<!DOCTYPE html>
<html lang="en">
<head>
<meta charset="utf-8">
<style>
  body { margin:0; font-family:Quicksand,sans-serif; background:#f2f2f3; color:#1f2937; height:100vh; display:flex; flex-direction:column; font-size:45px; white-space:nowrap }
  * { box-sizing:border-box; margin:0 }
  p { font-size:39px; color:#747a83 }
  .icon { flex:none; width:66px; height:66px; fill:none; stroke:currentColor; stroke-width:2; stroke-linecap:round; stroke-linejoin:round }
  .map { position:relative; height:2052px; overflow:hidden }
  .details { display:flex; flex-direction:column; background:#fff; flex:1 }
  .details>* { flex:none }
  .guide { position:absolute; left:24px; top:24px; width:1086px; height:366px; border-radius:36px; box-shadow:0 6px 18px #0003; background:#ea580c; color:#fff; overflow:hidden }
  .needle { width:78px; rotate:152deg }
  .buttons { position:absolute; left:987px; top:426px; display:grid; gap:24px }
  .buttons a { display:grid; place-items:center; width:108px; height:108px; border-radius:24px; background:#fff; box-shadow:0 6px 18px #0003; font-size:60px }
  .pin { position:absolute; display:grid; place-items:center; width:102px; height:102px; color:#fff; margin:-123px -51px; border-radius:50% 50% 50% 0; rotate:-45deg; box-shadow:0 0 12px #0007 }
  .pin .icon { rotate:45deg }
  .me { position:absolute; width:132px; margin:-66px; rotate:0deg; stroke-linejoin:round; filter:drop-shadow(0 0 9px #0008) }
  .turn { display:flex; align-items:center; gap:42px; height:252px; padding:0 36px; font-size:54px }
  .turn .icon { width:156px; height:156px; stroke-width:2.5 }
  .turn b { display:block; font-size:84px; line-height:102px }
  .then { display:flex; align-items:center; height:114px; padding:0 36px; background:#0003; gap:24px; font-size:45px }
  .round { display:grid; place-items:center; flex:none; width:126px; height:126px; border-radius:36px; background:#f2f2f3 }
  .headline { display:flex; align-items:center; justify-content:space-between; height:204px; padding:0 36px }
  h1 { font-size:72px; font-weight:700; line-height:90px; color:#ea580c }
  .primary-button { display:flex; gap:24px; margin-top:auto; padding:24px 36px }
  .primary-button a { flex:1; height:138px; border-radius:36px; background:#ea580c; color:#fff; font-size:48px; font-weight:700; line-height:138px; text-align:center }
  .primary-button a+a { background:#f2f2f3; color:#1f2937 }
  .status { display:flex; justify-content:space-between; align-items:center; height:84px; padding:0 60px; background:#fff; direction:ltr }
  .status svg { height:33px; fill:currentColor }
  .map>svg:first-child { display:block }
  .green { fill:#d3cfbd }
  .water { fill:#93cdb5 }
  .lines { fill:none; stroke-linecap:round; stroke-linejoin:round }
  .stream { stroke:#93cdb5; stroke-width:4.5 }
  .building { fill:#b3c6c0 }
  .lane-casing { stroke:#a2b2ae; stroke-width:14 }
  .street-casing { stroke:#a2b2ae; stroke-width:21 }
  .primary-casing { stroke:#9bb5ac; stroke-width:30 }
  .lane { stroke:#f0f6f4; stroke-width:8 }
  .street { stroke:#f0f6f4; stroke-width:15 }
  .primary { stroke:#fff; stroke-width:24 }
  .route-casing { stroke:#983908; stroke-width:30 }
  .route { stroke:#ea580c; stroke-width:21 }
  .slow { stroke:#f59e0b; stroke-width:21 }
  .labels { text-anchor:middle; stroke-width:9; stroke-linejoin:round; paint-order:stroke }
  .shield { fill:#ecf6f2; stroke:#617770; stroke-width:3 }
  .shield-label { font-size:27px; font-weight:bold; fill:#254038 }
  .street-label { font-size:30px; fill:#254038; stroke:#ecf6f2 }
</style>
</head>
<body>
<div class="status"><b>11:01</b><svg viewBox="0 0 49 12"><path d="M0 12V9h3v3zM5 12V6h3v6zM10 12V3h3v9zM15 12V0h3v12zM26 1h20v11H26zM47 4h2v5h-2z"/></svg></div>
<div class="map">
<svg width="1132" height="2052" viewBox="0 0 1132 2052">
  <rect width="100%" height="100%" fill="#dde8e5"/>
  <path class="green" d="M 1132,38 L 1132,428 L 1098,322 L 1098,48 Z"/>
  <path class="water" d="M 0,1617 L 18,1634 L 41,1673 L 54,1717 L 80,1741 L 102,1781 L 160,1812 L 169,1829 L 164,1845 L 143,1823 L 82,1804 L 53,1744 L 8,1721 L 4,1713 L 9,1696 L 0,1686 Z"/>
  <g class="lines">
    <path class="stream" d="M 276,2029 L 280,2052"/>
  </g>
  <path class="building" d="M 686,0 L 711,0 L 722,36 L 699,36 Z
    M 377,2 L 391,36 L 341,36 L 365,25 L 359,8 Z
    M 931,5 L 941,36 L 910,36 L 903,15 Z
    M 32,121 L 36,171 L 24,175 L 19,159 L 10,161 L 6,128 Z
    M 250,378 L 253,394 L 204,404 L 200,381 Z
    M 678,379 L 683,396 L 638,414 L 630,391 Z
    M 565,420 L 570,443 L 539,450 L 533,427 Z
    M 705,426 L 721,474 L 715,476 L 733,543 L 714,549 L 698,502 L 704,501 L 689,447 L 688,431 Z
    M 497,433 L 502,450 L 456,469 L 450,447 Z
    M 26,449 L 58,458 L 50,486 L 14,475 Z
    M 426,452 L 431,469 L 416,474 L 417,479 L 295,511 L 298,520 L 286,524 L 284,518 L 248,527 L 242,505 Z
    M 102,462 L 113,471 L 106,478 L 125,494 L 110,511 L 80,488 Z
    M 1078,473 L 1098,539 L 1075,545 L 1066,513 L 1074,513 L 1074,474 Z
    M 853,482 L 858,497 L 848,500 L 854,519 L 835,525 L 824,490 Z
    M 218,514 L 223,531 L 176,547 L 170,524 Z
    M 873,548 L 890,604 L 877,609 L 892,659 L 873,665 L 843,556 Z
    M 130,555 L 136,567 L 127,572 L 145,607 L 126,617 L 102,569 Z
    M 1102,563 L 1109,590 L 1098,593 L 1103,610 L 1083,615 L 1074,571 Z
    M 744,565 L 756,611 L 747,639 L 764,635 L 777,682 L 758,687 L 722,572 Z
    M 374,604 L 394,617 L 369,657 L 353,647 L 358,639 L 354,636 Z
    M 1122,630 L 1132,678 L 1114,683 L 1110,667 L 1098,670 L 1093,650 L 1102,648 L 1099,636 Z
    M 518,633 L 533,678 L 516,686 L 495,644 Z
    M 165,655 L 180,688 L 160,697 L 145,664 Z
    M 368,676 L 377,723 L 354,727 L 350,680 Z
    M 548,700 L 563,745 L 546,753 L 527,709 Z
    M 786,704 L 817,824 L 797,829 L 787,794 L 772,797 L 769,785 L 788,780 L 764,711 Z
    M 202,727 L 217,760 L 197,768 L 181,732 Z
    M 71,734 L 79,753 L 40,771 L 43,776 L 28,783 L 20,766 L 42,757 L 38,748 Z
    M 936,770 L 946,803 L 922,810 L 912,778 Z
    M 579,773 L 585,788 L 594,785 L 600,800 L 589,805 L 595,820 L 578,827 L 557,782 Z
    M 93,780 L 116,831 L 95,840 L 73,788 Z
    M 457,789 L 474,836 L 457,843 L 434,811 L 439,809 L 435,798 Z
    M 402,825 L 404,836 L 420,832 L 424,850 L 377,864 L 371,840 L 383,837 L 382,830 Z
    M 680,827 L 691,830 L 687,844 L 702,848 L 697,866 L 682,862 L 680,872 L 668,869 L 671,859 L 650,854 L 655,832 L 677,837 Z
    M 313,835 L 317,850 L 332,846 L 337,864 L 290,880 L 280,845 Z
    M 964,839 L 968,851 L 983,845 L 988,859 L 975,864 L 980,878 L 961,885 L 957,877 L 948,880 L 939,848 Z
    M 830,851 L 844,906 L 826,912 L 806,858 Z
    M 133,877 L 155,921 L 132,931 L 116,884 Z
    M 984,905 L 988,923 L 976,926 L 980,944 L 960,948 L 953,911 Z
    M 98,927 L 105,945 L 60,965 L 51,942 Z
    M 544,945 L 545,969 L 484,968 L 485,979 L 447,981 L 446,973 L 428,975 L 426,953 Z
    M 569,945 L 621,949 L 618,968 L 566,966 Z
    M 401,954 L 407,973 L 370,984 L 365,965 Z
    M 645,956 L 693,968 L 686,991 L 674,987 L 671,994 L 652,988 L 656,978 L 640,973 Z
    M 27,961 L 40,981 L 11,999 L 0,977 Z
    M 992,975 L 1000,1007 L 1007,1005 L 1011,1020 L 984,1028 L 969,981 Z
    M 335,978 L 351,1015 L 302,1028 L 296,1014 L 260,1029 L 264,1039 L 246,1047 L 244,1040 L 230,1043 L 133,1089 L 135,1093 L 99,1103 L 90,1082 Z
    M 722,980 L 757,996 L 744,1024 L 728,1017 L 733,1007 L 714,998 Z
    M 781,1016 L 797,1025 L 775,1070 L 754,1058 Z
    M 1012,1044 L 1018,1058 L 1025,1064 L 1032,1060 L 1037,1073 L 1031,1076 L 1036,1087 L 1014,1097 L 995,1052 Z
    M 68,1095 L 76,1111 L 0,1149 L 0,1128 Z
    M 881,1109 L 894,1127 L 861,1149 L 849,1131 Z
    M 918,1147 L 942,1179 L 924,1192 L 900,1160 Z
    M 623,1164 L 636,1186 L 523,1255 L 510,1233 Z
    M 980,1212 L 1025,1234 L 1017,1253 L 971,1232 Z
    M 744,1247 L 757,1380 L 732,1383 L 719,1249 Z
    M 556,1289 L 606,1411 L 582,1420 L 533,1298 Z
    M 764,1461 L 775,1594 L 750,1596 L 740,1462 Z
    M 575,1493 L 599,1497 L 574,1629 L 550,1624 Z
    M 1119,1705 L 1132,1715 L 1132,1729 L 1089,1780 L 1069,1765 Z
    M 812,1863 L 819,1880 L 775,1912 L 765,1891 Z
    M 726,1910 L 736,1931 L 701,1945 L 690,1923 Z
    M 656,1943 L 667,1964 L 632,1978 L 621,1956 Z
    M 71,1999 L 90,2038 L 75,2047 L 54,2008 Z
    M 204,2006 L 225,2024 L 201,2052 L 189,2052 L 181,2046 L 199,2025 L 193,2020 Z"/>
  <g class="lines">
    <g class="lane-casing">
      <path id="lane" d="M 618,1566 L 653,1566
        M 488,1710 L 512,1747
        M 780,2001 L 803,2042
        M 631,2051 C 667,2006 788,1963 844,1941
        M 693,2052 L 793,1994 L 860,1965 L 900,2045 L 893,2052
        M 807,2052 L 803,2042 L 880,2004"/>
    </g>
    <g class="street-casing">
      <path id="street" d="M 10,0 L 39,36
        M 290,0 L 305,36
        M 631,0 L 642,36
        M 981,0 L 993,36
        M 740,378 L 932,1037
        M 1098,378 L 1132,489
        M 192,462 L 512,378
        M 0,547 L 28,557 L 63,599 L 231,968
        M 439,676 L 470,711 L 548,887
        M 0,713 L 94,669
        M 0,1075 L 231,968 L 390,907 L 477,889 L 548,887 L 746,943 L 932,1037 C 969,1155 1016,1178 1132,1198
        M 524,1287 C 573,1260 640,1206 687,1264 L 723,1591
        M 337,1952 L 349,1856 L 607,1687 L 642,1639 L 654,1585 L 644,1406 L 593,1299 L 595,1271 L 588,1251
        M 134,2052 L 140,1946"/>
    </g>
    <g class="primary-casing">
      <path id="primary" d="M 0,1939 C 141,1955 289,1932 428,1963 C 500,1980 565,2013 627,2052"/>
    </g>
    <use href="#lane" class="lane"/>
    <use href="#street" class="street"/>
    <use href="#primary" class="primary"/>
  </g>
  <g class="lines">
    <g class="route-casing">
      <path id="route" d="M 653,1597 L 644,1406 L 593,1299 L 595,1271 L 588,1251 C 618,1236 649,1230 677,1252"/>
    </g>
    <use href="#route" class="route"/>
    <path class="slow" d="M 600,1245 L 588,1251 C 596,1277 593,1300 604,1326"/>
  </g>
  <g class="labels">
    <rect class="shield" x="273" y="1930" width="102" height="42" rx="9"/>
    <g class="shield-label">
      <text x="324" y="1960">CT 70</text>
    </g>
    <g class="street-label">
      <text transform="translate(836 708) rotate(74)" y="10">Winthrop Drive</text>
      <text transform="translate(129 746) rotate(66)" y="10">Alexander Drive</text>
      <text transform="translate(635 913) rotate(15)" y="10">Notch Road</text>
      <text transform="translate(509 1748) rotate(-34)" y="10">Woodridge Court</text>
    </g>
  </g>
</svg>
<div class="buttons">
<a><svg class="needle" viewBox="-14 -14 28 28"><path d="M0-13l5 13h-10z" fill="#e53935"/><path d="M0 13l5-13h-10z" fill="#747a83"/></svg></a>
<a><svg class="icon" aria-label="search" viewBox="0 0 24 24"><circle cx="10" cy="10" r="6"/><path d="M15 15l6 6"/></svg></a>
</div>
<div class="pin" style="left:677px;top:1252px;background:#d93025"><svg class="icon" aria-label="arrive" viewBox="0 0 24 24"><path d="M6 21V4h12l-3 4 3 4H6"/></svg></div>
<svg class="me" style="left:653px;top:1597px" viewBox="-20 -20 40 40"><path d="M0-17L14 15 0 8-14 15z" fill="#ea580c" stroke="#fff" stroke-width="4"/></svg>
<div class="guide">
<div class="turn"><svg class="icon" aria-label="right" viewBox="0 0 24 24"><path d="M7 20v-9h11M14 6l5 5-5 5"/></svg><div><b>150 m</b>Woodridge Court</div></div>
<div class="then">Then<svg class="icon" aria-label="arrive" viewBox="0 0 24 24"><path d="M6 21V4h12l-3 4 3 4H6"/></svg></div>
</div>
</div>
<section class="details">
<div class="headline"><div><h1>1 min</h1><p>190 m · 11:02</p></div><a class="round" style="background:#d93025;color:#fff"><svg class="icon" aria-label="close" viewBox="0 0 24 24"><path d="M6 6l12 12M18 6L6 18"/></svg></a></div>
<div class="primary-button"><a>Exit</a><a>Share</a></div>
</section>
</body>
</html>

Task directions » Repeat the data word for word, starting at its first line and stopping after the line that contains "position:absolute; left:987px; top:426px;".

Answer box »
<!DOCTYPE html>
<html lang="en">
<head>
<meta charset="utf-8">
<style>
  body { margin:0; font-family:Quicksand,sans-serif; background:#f2f2f3; color:#1f2937; height:100vh; display:flex; flex-direction:column; font-size:45px; white-space:nowrap }
  * { box-sizing:border-box; margin:0 }
  p { font-size:39px; color:#747a83 }
  .icon { flex:none; width:66px; height:66px; fill:none; stroke:currentColor; stroke-width:2; stroke-linecap:round; stroke-linejoin:round }
  .map { position:relative; height:2052px; overflow:hidden }
  .details { display:flex; flex-direction:column; background:#fff; flex:1 }
  .details>* { flex:none }
  .guide { position:absolute; left:24px; top:24px; width:1086px; height:366px; border-radius:36px; box-shadow:0 6px 18px #0003; background:#ea580c; color:#fff; overflow:hidden }
  .needle { width:78px; rotate:152deg }
  .buttons { position:absolute; left:987px; top:426px; display:grid; gap:24px }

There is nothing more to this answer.